Events like the Olympic Games can understandably leave a lasting impression on students as they’re inspired by the feats of athletes from around the globe. But many people might not be aware that according to several studies, participating in outdoor education and the humble school camp can be just as memorable for students.
Research in the UK, New Zealand and Australia found that for large numbers of students, their outdoor education or camping experience is considered the highlight of their year, leaving more permanent memories than other weeks spent at school.
It’s not just the novelty of spending time away from the classroom that students and their accompanying teachers find valuable and memorable.
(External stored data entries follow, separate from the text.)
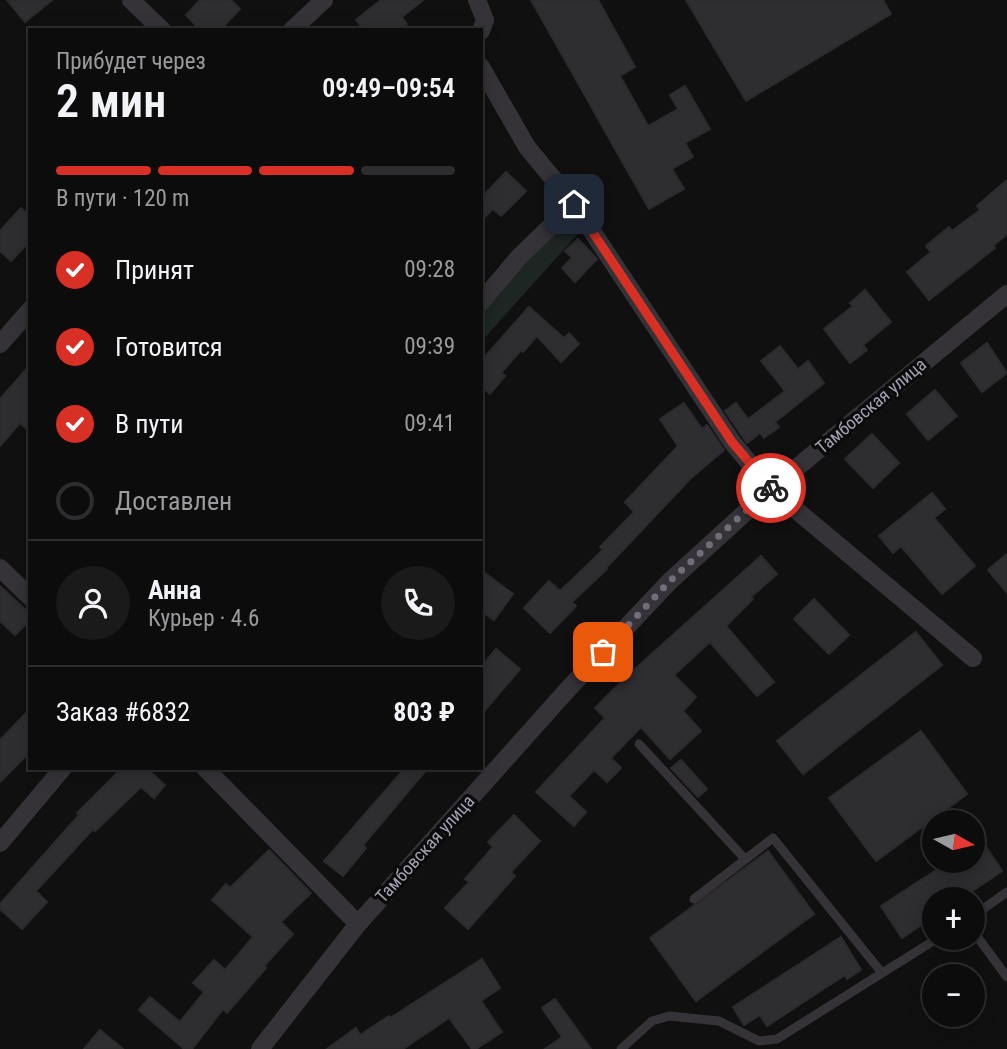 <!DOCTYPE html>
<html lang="ru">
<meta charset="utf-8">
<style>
:root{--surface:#0d0c0d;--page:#1b1a1b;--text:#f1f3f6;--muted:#9a9b9d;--line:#2d2c2e;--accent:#d93025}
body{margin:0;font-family:"Roboto Condensed",sans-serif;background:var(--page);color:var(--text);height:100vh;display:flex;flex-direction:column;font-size:26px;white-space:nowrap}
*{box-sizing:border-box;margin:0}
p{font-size:23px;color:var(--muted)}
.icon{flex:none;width:38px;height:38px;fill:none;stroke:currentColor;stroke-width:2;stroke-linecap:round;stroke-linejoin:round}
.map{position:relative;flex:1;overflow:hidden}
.drawer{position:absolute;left:28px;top:28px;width:455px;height:742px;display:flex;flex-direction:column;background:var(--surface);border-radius:0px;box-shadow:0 4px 18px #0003,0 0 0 2px var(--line)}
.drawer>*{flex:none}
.needle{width:46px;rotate:98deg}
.tools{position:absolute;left:922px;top:810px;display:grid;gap:14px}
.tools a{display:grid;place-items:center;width:63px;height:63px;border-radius:50%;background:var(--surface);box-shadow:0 4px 18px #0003,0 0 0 2px var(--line);font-size:35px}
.pin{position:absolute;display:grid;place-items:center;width:60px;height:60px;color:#fff;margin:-30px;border-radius:14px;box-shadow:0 4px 10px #0006}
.courier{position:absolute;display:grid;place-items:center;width:70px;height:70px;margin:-35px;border:5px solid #d93025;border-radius:50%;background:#fff;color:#222;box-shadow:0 2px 9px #0007}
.head em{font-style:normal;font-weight:600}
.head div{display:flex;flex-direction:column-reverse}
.head{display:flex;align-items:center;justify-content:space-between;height:119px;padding:0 28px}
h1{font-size:46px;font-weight:600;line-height:52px}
.bar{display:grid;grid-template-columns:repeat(4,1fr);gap:10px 7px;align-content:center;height:84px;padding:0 28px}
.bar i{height:9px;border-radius:5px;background:var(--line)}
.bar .selected{background:var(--accent)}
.bar p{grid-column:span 4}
.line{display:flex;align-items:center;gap:18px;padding:0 28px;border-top:2px solid var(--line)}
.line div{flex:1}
.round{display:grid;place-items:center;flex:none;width:74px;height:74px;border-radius:37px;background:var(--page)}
ol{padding:0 28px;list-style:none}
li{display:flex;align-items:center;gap:21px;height:77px}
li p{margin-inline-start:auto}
li .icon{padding:7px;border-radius:50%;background:var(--accent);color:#fff;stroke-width:4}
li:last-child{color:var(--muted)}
li i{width:38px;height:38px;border:4px solid var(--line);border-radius:50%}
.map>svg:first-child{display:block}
.green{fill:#1e2623}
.building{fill:#2e2d30;stroke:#2c2a2d;stroke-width:2}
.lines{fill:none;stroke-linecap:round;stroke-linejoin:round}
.service{stroke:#353338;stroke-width:9}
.minor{stroke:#353338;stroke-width:18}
.done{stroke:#716e7a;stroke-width:7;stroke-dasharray:0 12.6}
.route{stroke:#d93025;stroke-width:9}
.labels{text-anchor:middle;stroke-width:7;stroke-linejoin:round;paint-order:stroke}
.street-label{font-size:18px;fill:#a5a1b2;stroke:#0c0b0c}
</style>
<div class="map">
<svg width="1007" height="1049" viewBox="0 0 1007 1049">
<rect width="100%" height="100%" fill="#111011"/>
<polygon class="green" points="576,218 584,227 481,342 481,310 567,219"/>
<g class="building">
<polygon points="7,0 52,0 25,22"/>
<polygon points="200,0 231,0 240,9 220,30 200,30 186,15"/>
<polygon points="381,0 423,0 402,17 407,24 400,30 364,30 356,20"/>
<polygon points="531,0 598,0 635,67 620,76 648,126 678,109 670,95 685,86 710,129 685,143 693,157 672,169 684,189 649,209"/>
<polygon points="686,0 883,0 891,14 746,101"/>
<polygon points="506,172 526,191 501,216 493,209 481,221 481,198"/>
<polygon points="1007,180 1007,234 993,246 995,248 929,300 907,272 931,252 926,246 949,227 952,231 980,210 977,206"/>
<polygon points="21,208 30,216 30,241 11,261 0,251 0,231"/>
<polygon points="578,239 597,259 575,282 562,268 572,258 565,251"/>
<polygon points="865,290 891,322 863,345 867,350 850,363 824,329 853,306 850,303"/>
<polygon points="529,307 564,338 569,333 579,344 561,362 537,336 523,352 521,350 501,373 505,376 490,394 481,386 481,361"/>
<polygon points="987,343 1007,373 982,392 961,363"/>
<polygon points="780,346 798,369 808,361 824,383 775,422 779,427 764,438 760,433 747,443 725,411 736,403 748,419 785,391 761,361"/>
<polygon points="30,365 30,432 20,423 0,446 0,399"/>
<polygon points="935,390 957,416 928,440 907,414"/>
<polygon points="684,403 702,429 707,425 724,450 691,478 606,568 607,569 572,602 576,606 550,633 524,608 549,581 560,591 603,550 600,547 634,512 625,502 678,446 660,419"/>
<polygon points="872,434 899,463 873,488 845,459"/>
<polygon points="932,493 945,509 934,518 975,566 942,594 901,546 893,553 879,536"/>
<polygon points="1007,554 1007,593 988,570"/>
<polygon points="761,556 777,574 751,597 753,599 726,626 774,682 757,696 710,642 674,675 696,697 683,711 701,731 670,759 641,727 611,758 621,768 607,782 594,770 569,796 586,812 574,826 536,792 605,718 595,708 626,677"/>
<polygon points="481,570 513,594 494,620 481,611"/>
<polygon points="0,586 30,614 30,620 15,635 0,621"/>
<polygon points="814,599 849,635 829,654 794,619"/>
<polygon points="916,632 942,665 803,774 777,741"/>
<polygon points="496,649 520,669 481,715 481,667"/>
<polygon points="30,709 30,752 0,782 0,740"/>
<polygon points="921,731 967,794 876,861 829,798"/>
<polygon points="681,760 707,789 698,797 671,768"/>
<polygon points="122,768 146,768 165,785 154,798 141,787 95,831 93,829 36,891 47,902 22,929 0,909 0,904 79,815 77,813"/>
<polygon points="405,768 428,768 363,845 366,848 343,876 324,861"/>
<polygon points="514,815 540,841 511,872 515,876 468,929 445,908 469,882 465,879 493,847 488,842"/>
<polygon points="973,827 1002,871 959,900 934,900 934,916 902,938 881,906 950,861 973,861"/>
<polygon points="269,850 311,893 281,922 293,934 264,966 266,968 227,1013 223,1009 192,1049 184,1049 139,1010 150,997 180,1022 204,992 193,983 214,960 225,970 253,937 212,900 226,884 230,888"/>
<polygon points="768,851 814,914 696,1001 650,938"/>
<polygon points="841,937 861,970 847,979 845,975 767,1026 760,1015 744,1025 733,1007"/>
<polygon points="482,959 500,988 481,1001 502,1032 476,1049 472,1049 449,1018 403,1049 327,1049 356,1028 360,1035 389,1016 390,1018"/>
<polygon points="555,999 591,1049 545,1049 562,1037 542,1008"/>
<polygon points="100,1030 123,1049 84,1049"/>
</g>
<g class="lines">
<g class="service">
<polyline points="639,744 745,859"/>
<polyline points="694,899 773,838 882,973"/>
<polyline points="973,916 1007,892"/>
<polyline points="973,931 1007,977"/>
<polyline points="621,1049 652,1021 669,1016 719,1021 759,1041 777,1039 938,938"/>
</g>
<g class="minor">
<polyline points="131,0 162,30"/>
<polyline points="477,0 485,20 481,31"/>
<polyline points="292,30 324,0"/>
<polyline points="481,67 527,147 574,204 732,442 771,489 973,658"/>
<polyline points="481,302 519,257 574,204"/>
<polyline points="0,344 30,310"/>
<polyline points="0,568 30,597"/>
<polyline points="205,768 358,924"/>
<polyline points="0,843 63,768"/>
<polyline points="260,1049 358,924 569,688 670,581 771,489 1007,294"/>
</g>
</g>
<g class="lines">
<polyline class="done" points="603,652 670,581 771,488"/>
<polyline class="route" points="574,204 732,442 771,488"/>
</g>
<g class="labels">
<g class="street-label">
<text transform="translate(871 406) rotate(-40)" y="6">Тамбовская улица</text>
<text transform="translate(425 849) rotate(-48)" y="6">Тамбовская улица</text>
</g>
</g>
</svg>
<div class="tools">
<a><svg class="needle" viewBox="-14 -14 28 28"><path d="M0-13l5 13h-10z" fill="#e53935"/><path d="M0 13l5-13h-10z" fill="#9a9b9d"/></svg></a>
<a>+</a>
<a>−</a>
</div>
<div class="pin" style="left:603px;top:652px;background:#ea580c"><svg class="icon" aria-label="bag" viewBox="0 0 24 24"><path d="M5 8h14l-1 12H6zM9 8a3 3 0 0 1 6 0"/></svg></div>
<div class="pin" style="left:574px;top:204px;background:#1f2937"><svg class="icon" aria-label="home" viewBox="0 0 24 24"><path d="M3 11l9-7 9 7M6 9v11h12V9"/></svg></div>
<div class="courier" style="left:771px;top:488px"><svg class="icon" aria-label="bike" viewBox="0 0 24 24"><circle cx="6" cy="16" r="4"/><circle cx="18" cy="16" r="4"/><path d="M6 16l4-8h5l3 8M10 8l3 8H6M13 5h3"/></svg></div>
<section class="drawer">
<div class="head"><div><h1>2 мин</h1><p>Прибудет через</p></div><em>09:49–09:54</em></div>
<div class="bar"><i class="selected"></i><i class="selected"></i><i class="selected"></i><i></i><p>В пути · 120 m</p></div>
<ol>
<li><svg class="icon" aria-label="check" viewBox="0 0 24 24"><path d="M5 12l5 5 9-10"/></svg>Принят<p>09:28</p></li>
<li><svg class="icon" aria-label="check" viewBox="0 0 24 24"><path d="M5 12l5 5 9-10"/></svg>Готовится<p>09:39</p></li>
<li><svg class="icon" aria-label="check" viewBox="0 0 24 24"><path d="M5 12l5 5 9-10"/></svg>В пути<p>09:41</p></li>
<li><i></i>Доставлен</li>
</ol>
<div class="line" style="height:126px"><a class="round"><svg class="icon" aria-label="person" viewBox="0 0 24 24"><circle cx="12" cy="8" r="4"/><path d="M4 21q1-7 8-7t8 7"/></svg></a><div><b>Анна</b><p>Курьер · 4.6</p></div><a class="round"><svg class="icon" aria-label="phone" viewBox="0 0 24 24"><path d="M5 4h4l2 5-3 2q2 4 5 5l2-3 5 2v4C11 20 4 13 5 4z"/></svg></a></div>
<div class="line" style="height:91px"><div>Заказ #6832</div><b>803 ₽</b></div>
</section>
</div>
As anyone who follows the reality TV series ‘Survivor’ would know, many contestants cite the experience of overcoming the challenges associated with the outdoors, living and competing as a team with others as the things they enjoy most about their experience. For many, the de-skilling and relative ease that comes from living in a largely ‘built’ environment and increasingly a ‘virtual world’, the reality of facing the outdoor or natural environment places demands on the individual to develop new physical, social and emotional skill sets.
For those of us working at the Great Aussie Bush Camp, these are not surprising findings. Following every school camp, our team members receive literally dozens of thank you emails from students thanking them for helping them to overcome their various fears such as heights, being placed on the spot in a leadership position or a host of other challenges.
In 2011 a New Zealand, study found that outdoor education differs from other subjects in its ability to provide greater opportunities for the development of the key competencies of managing self, relating to others, and participating and contributing. (Bilcliff, G 2011 New Zealand Physical Educator 44. 2)
However, the studies also show that simply getting away from it all to a school camp is not enough. School camps need to take into account learning styles and preferences, fears and phobias, prior knowledge and experience, ethnic and cultural identity, physical disabilities and the actual setting. At the Great Aussie Bush Camp, these considerations are the cornerstone of everything that we do. Our challenge by choice philosophy, sequential learning and variety of curriculum based programs offered at two different locations, Tea Gardens and Kincumber, gives teachers and students a wide variety of opportunities to achieve the outcomes most appropriate for their needs.
We look forward to seeing you soon for a learning experience that really is way too much fun and one that you will remember for many years to come.